Last Sunday, several hundred thousand supporters of the Countryside Alliance took part in a Countryside March through London as part of a campaign to persuade the Government to take more notice of the special needs of rural areas. The word campaign is a particularly appropriate one to apply in this case.
Campaign comes down to us from the Latin campania, “open field; plain; level countryside”. This passed into Old French as champagne in its broader sense of “open country”, a name that was given in particular to a region of eastern France. It also passed into English in the fourteenth century in the form champaign with the same meaning (though it was stressed on the first syllable, unlike the French), a word which is now archaic. Champagne was later reborrowed in that spelling to mean the characteristically bubbly drink made in that region of France.
In Italian, the form was campagna. It, too, was used as a name for a stretch of open countryside and in particular for the Campagna di Roma, that rich and flat province of Italy lying south-west of the Tiber.
Until modern times, armies normally only did battle in the summer months, because the bad weather of winter made movement difficult or impossible. In winter they stayed in camp, and only when the weather improved did they venture out into “the field”, into the campagna. This specialised use of the word moved into French and then in the seventeenth century into English in the modern spelling campaign. At first it was used for all the senses of its predecessor champaign, but was soon applied solely in the military sense. From there, it broadened a little to mean any sustained military operation, at whatever time of year, and from the early nineteenth century took on the sense that last weekend’s demonstrators meant, an organised set of actions intended to mobilise public opinion.
Some of those who marched would describe themselves as champions of the countryside, another word which derives from the same Latin source as campaign. The root Latin word for both was campus, ‘open field; arena’, which could also mean “a place of battle” (a particularly well known one was the campus Martius, a level ground by the Tiber that was used for sports, military drill and assemblies). Those who fought in staged battles in the arena were called in Latin campiones, which is the source of our English word, again via French. In Latin, by the way, it meant anyone who took part, not just the winners, a sense in English that only dates from the 1730s. The Latin word is also the source of our camp, taking up the association on its way through Italian and French of “a place where troops are housed” and was borrowed again as the name for the grounds of a college, being first applied to Princeton University in the 1770s.

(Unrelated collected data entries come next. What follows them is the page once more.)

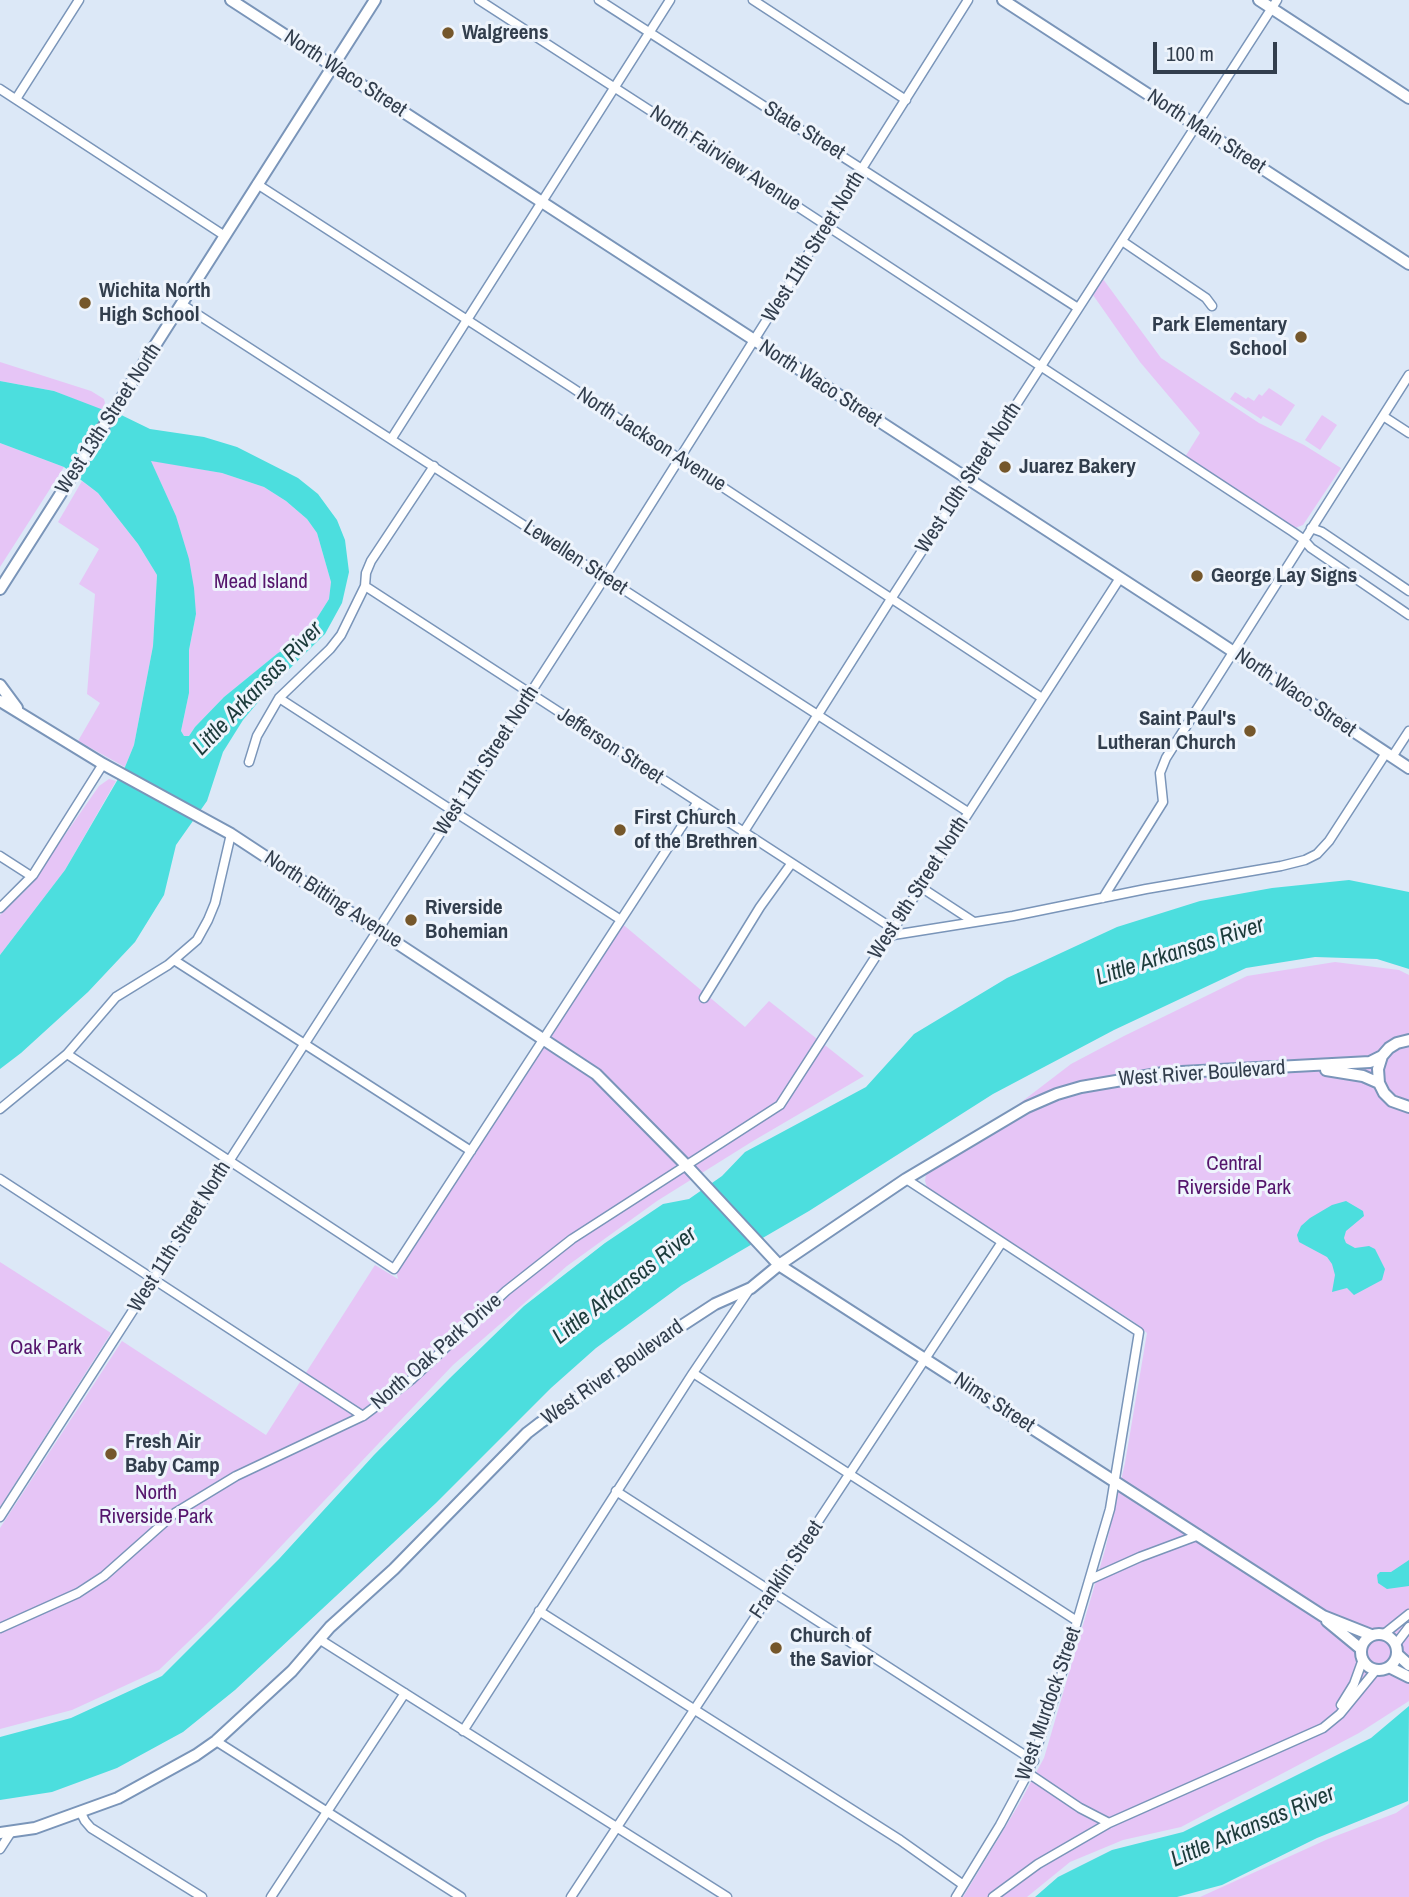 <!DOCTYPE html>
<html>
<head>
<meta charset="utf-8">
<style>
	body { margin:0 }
	#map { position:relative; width:1409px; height:1897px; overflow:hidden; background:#dce8f7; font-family:"Archivo Narrow",sans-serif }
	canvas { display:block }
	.scale { position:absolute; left:1153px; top:42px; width:124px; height:32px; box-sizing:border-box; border:4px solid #323e4d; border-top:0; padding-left:9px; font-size:21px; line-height:24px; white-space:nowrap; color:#323e4d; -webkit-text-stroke:5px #eef4fc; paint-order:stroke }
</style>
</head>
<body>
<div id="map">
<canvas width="1409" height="1897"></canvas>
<div class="scale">100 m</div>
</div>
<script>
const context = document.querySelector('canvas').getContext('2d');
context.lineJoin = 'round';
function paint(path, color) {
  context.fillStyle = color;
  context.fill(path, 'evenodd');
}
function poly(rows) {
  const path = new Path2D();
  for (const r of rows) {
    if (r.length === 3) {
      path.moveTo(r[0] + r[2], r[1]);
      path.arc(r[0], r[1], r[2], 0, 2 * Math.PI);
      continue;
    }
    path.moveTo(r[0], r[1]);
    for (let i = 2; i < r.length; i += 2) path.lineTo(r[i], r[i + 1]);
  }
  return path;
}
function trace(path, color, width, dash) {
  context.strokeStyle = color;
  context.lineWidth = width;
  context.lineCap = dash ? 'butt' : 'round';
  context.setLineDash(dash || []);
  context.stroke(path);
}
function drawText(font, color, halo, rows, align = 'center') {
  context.font = font + ' "Archivo Narrow",sans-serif';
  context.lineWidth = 6;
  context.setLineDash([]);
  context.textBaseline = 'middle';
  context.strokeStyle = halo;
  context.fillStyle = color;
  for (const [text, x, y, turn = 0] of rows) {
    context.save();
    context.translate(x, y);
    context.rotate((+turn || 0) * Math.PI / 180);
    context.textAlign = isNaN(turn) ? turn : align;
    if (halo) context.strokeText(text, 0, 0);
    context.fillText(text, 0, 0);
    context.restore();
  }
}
paint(poly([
	[1103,279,1161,358,1259,423,1304,445,1341,468,1303,525,1295,528,1185,457,1200,433,1140,362,1093,295],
	[0,362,91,391,104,399,105,403,101,410,54,391,0,381],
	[1269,388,1295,405,1281,426,1263,416,1261,419,1230,399,1235,392,1246,399,1248,397,1254,401,1259,394,1262,396],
	[1322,415,1337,425,1320,450,1305,440],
	[0,443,64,467,0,567],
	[150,460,222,473,264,487,286,501,307,519,317,533,331,582,329,599,305,637,278,653,224,697,195,727,189,736,184,736,181,731,189,693,189,650,196,614,176,516],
	[82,481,98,493,138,544,157,575,153,646,134,745,125,767,78,741,100,703,87,694,95,594,79,584,99,549,58,522],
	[109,779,116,781,65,870,0,955,0,915,28,888,99,786],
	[620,922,745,1027,769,1001,864,1076,753,1141,657,1201,567,1266,453,1365,211,1620,159,1670,72,1710,0,1729,0,1528,122,1341,266,1435,375,1265,398,1279,396,1270],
	[1335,962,1399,970,1409,975,1409,1701,1359,1733,1181,1827,1123,1840,1070,1862,1027,1897,963,1897,1019,1804,1044,1758,1105,1550,1125,1463,1147,1333,1134,1322,928,1190,925,1181,926,1175,1071,1064,1124,1036,1247,976],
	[0,1262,111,1333,0,1507],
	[1409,1804,1409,1897,1200,1897,1328,1839,1396,1813]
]), '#e6c5f6');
paint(poly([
	[0,381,54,391,101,409,111,410,150,429,204,437,237,447,298,478,318,494,337,520,345,540,349,572,342,603,325,634,271,687,243,720,223,752,207,801,176,845,164,895,135,942,88,992,21,1053,0,1069,0,955,65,870,125,767,134,745,153,646,157,575,138,544,98,493,64,467,0,443],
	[151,461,222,473,264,487,286,501,307,519,317,533,331,582,329,599,305,637,278,653,224,697,195,727,189,736,184,736,181,731,189,693,189,650,196,614,194,588,189,559,176,516],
	[1349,880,1409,892,1409,969,1377,959,1315,957,1246,968,1114,1030,993,1094,809,1211,682,1285,596,1348,551,1388,436,1503,235,1690,183,1732,117,1768,52,1792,0,1800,0,1737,71,1718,162,1676,279,1559,374,1455,450,1378,524,1306,605,1243,663,1204,689,1199,722,1176,745,1152,866,1087,914,1034,1007,978,1117,927,1200,901,1272,888],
	[1346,1201,1363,1211,1364,1216,1346,1231,1344,1238,1346,1243,1355,1248,1369,1246,1375,1249,1385,1269,1382,1280,1354,1295,1347,1288,1332,1292,1335,1275,1332,1264,1327,1257,1299,1242,1297,1235,1301,1226,1310,1218,1332,1205],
	[1409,1560,1409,1586,1387,1589,1378,1583,1377,1575,1380,1572,1391,1572],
	[1409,1706,1408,1801,1317,1838,1222,1885,1177,1897,1035,1897,1058,1877,1112,1850,1183,1832,1371,1738]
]), '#4cdede');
const minor = poly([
	[479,0,725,159,1293,532,1303,539,1311,548,1409,615],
	[599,0,1078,308],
	[753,0,906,100],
	[0,89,225,236],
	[16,99,79,0],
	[257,184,571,387,1042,698],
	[1122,241,1206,298,1212,306],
	[183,305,968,812],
	[1383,416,1409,433],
	[392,438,670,0],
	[1311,528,1322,532,1409,591],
	[365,586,892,928],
	[279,698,621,920],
	[1392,757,1409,731],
	[249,762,257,736,279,698,330,649,341,635,365,586,366,573,371,561,434,466],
	[743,833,891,599,1277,0],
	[0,856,31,876],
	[919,886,974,922],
	[1103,898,1163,802,1160,773,1166,758,1409,375],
	[0,908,33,875,103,764],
	[887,936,1013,916,1146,889,1281,866,1305,860,1317,854,1329,841,1386,753],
	[174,960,471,1151],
	[704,998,760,907,791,864],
	[67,1054,394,1269,697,803],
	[0,1109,67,1054,116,997,168,965,197,940,208,920,215,903,231,834],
	[0,1179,363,1416],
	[906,1179,1139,1332,1110,1509,1056,1693,1028,1773,1000,1825,956,1897],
	[693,1373,1077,1621],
	[616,1491,1034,1761],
	[0,1517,598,588,968,0],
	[1091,1579,1140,1557,1199,1535],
	[539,1611,900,1840,962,1884],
	[0,1628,78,1593,104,1576,175,1513,236,1476,363,1416,412,1379,506,1291,572,1239,780,1105,1120,578],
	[1384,1634,1409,1614],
	[319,1639,727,1897],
	[1396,1644,1409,1627],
	[1341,1705,1354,1684,1363,1659],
	[463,1731,693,1373,749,1290],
	[216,1741,461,1897],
	[1028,1773,1080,1808,1109,1823],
	[81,1813,85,1821,91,1828,202,1897],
	[0,1849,11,1832],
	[271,1897,405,1693],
	[571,1897,1002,1242],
	[993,1897,1038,1864,1109,1823,1323,1728,1340,1714,1376,1670]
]);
const tertiary = poly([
	[231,0,1202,631,1409,768],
	[1003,0,1409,264],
	[1259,0,1409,98],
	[0,589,375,0],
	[0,685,17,708],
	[0,701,103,764,231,834,596,1074,686,1165,779,1265,1323,1616,1371,1635],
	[1409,1040,1397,1043,1389,1048,1382,1056,1378,1069,1379,1083,1384,1093,1392,1101,1409,1107],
	[1326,1070,1363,1076,1379,1083],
	[1327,1621,1361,1649],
	[1379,1652,18],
	[1398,1655,1409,1665],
	[1389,1667,1409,1677],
	[0,1833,35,1828,118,1798,196,1755,216,1741,292,1671,330,1627,394,1569,527,1433,540,1423,669,1334,715,1304,751,1288,779,1265,906,1179,1027,1107,1057,1094,1081,1087,1163,1073,1370,1062,1382,1056]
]);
trace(minor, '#7a95b9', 11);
trace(tertiary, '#7a95b9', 14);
trace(minor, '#fff', 8);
trace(tertiary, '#fff', 10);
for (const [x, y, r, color] of [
	[448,33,7,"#75572b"],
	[85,303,7,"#75572b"],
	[1301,337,7,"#75572b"],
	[1005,467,7,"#75572b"],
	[1197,576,7,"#75572b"],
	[1250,731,7,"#75572b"],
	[620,830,7,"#75572b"],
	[411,920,7,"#75572b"],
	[111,1454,7,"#75572b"],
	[776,1648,7,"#75572b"]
]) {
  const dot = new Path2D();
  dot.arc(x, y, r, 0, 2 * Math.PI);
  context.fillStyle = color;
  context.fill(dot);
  trace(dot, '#eef4fc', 2.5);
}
drawText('bold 21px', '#323e4d', '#eef4fc', [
	["Walgreens",462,33],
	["Wichita North",99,291],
	["High School",99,315],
	["Park Elementary",1287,325,"right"],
	["School",1287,349,"right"],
	["Juarez Bakery",1019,467],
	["George Lay Signs",1211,576],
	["Saint Paul's",1236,719,"right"],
	["Lutheran Church",1236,743,"right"],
	["First Church",634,818],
	["of the Brethren",634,842],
	["Riverside",425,908],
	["Bohemian",425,932],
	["Fresh Air",125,1442],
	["Baby Camp",125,1466],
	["Church of",790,1636],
	["the Savior",790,1660]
], 'left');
drawText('21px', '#323e4d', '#eef4fc', [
	["North Waco Street",345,74,33],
	["State Street",804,131,32],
	["North Main Street",1206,132,33],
	["North Fairview Avenue",725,159,33],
	["West 11th Street North",814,247,-58],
	["North Waco Street",820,384,33],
	["West 13th Street North",109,419,-57],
	["North Jackson Avenue",651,440,33],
	["West 10th Street North",969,478,-57],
	["Lewellen Street",575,558,33],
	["North Waco Street",1295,693,34],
	["Jefferson Street",610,746,33],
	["West 11th Street North",487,761,-57],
	["West 9th Street North",919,888,-57],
	["North Bitting Avenue",333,900,33],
	["West River Boulevard",1202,1074,-4],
	["West 11th Street North",180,1237,-58],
	["North Oak Park Drive",437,1352,-41],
	["West River Boulevard",613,1373,-35],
	["Nims Street",994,1403,33],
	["Franklin Street",787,1570,-56],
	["West Murdock Street",1049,1704,-71]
]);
drawText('21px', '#55156c', '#eef4fc', [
	["Mead Island",261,582],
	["Central",1234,1164],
	["Riverside Park",1234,1188],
	["Oak Park",46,1348],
	["North",156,1493],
	["Riverside Park",156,1517]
]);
drawText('italic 23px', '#1c3b3b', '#eef4fc', [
	["Little Arkansas River",258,689,-46],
	["Little Arkansas River",1180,952,-18],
	["Little Arkansas River",625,1286,-38],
	["Little Arkansas River",1253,1827,-23]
]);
</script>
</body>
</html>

The wild flowers called campions were at one time thought to be so named because they were used as garlands by the ancient Greeks (rose campion was formerly placed in the genus Agrostemma, from the Greek agros “field” and stemma “garland”), but it may be they’re actually named after campus in its sense of “country”. Either way campion is a book name of the sixteenth century.
By the way, country has no connection with any of these words. It’s from the Latin contra, used in the phrase terra contrata to mean the landscape which is spread out opposite one, or in front of one. Later the second word took on a life of its own and arrived in English as the term for a tract of land, but more specifically one controlled by a particular race, family or people. Its meaning of “rural” as differentiated from “urban” seems not to have developed until the sixteenth century.